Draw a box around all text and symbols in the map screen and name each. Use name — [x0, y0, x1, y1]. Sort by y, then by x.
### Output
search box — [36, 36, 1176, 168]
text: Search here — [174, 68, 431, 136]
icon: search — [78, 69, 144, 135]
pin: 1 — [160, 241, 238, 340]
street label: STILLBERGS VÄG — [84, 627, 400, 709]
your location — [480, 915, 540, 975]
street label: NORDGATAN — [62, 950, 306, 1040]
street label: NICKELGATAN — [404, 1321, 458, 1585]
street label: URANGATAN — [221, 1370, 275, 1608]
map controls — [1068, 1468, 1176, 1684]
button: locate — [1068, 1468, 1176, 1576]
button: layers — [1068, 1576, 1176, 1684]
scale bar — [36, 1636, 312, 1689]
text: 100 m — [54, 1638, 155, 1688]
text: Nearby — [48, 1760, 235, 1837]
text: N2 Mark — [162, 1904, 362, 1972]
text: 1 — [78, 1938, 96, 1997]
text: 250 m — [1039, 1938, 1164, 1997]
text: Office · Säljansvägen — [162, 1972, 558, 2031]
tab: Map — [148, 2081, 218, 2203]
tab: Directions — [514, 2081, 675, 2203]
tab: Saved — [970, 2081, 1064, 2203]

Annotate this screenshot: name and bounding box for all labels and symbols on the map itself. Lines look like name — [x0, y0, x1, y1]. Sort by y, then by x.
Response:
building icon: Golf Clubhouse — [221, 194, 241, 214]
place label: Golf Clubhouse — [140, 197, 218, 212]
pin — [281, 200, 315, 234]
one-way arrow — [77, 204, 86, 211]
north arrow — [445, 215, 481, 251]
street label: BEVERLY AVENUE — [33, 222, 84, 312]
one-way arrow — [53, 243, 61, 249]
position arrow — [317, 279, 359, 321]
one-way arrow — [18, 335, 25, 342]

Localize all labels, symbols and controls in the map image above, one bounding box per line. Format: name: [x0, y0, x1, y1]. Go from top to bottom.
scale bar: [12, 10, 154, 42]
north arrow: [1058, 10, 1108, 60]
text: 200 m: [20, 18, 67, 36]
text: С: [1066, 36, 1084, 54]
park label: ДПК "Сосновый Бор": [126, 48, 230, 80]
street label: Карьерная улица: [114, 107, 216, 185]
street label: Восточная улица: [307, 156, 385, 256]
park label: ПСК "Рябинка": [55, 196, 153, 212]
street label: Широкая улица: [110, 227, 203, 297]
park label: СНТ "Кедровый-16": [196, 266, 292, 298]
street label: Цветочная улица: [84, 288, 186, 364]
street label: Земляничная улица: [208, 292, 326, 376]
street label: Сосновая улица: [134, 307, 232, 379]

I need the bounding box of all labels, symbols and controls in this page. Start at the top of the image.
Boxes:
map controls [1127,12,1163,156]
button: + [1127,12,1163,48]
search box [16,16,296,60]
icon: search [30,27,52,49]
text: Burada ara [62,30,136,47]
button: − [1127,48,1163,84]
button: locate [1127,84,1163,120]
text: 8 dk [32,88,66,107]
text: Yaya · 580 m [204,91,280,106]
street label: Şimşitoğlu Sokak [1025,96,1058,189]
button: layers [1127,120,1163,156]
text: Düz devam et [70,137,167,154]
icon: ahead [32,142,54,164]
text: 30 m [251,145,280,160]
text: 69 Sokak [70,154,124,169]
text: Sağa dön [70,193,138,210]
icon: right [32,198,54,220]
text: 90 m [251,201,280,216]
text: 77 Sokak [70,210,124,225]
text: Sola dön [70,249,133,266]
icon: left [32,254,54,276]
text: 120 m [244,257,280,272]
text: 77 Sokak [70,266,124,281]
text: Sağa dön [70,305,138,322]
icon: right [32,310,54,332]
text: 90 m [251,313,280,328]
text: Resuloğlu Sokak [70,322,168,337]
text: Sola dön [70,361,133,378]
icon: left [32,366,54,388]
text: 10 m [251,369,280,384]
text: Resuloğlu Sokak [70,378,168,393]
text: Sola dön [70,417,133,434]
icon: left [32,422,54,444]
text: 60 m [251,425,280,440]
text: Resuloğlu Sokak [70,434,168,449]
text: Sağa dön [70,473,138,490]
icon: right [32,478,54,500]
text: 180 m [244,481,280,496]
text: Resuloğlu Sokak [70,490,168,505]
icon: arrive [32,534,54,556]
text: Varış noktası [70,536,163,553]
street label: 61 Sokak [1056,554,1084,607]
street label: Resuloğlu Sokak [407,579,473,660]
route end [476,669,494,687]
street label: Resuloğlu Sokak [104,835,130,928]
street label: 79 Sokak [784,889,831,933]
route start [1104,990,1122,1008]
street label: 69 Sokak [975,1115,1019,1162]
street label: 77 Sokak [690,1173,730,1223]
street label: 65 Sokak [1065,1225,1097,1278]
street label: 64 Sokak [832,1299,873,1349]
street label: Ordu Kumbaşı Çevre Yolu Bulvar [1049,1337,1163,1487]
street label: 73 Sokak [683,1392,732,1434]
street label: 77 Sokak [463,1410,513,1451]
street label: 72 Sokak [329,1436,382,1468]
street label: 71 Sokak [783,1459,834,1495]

════════════════

What is expected:
Write out the data above again, word for word.

Worked solution:
Draw a box around all text and symbols in the map screen and name each. Use name — [x0, y0, x1, y1]. Sort by y, then by x.
### Output
search box — [36, 36, 1176, 168]
text: Search here — [174, 68, 431, 136]
icon: search — [78, 69, 144, 135]
pin: 1 — [160, 241, 238, 340]
street label: STILLBERGS VÄG — [84, 627, 400, 709]
your location — [480, 915, 540, 975]
street label: NORDGATAN — [62, 950, 306, 1040]
street label: NICKELGATAN — [404, 1321, 458, 1585]
street label: URANGATAN — [221, 1370, 275, 1608]
map controls — [1068, 1468, 1176, 1684]
button: locate — [1068, 1468, 1176, 1576]
button: layers — [1068, 1576, 1176, 1684]
scale bar — [36, 1636, 312, 1689]
text: 100 m — [54, 1638, 155, 1688]
text: Nearby — [48, 1760, 235, 1837]
text: N2 Mark — [162, 1904, 362, 1972]
text: 1 — [78, 1938, 96, 1997]
text: 250 m — [1039, 1938, 1164, 1997]
text: Office · Säljansvägen — [162, 1972, 558, 2031]
tab: Map — [148, 2081, 218, 2203]
tab: Directions — [514, 2081, 675, 2203]
tab: Saved — [970, 2081, 1064, 2203]

Annotate this screenshot: name and bounding box for all labels and symbols on the map itself. Lines look like name — [x0, y0, x1, y1]. Sort by y, then by x.
Response:
building icon: Golf Clubhouse — [221, 194, 241, 214]
place label: Golf Clubhouse — [140, 197, 218, 212]
pin — [281, 200, 315, 234]
one-way arrow — [77, 204, 86, 211]
north arrow — [445, 215, 481, 251]
street label: BEVERLY AVENUE — [33, 222, 84, 312]
one-way arrow — [53, 243, 61, 249]
position arrow — [317, 279, 359, 321]
one-way arrow — [18, 335, 25, 342]

Localize all labels, symbols and controls in the map image above, one bounding box per line. Format: name: [x0, y0, x1, y1]. Go from top to bottom.
scale bar: [12, 10, 154, 42]
north arrow: [1058, 10, 1108, 60]
text: 200 m: [20, 18, 67, 36]
text: С: [1066, 36, 1084, 54]
park label: ДПК "Сосновый Бор": [126, 48, 230, 80]
street label: Карьерная улица: [114, 107, 216, 185]
street label: Восточная улица: [307, 156, 385, 256]
park label: ПСК "Рябинка": [55, 196, 153, 212]
street label: Широкая улица: [110, 227, 203, 297]
park label: СНТ "Кедровый-16": [196, 266, 292, 298]
street label: Цветочная улица: [84, 288, 186, 364]
street label: Земляничная улица: [208, 292, 326, 376]
street label: Сосновая улица: [134, 307, 232, 379]

I need the bounding box of all labels, symbols and controls in this page. Start at the top of the image.
Boxes:
map controls [1127,12,1163,156]
button: + [1127,12,1163,48]
search box [16,16,296,60]
icon: search [30,27,52,49]
text: Burada ara [62,30,136,47]
button: − [1127,48,1163,84]
button: locate [1127,84,1163,120]
text: 8 dk [32,88,66,107]
text: Yaya · 580 m [204,91,280,106]
street label: Şimşitoğlu Sokak [1025,96,1058,189]
button: layers [1127,120,1163,156]
text: Düz devam et [70,137,167,154]
icon: ahead [32,142,54,164]
text: 30 m [251,145,280,160]
text: 69 Sokak [70,154,124,169]
text: Sağa dön [70,193,138,210]
icon: right [32,198,54,220]
text: 90 m [251,201,280,216]
text: 77 Sokak [70,210,124,225]
text: Sola dön [70,249,133,266]
icon: left [32,254,54,276]
text: 120 m [244,257,280,272]
text: 77 Sokak [70,266,124,281]
text: Sağa dön [70,305,138,322]
icon: right [32,310,54,332]
text: 90 m [251,313,280,328]
text: Resuloğlu Sokak [70,322,168,337]
text: Sola dön [70,361,133,378]
icon: left [32,366,54,388]
text: 10 m [251,369,280,384]
text: Resuloğlu Sokak [70,378,168,393]
text: Sola dön [70,417,133,434]
icon: left [32,422,54,444]
text: 60 m [251,425,280,440]
text: Resuloğlu Sokak [70,434,168,449]
text: Sağa dön [70,473,138,490]
icon: right [32,478,54,500]
text: 180 m [244,481,280,496]
text: Resuloğlu Sokak [70,490,168,505]
icon: arrive [32,534,54,556]
text: Varış noktası [70,536,163,553]
street label: 61 Sokak [1056,554,1084,607]
street label: Resuloğlu Sokak [407,579,473,660]
route end [476,669,494,687]
street label: Resuloğlu Sokak [104,835,130,928]
street label: 79 Sokak [784,889,831,933]
route start [1104,990,1122,1008]
street label: 69 Sokak [975,1115,1019,1162]
street label: 77 Sokak [690,1173,730,1223]
street label: 65 Sokak [1065,1225,1097,1278]
street label: 64 Sokak [832,1299,873,1349]
street label: Ordu Kumbaşı Çevre Yolu Bulvar [1049,1337,1163,1487]
street label: 73 Sokak [683,1392,732,1434]
street label: 77 Sokak [463,1410,513,1451]
street label: 72 Sokak [329,1436,382,1468]
street label: 71 Sokak [783,1459,834,1495]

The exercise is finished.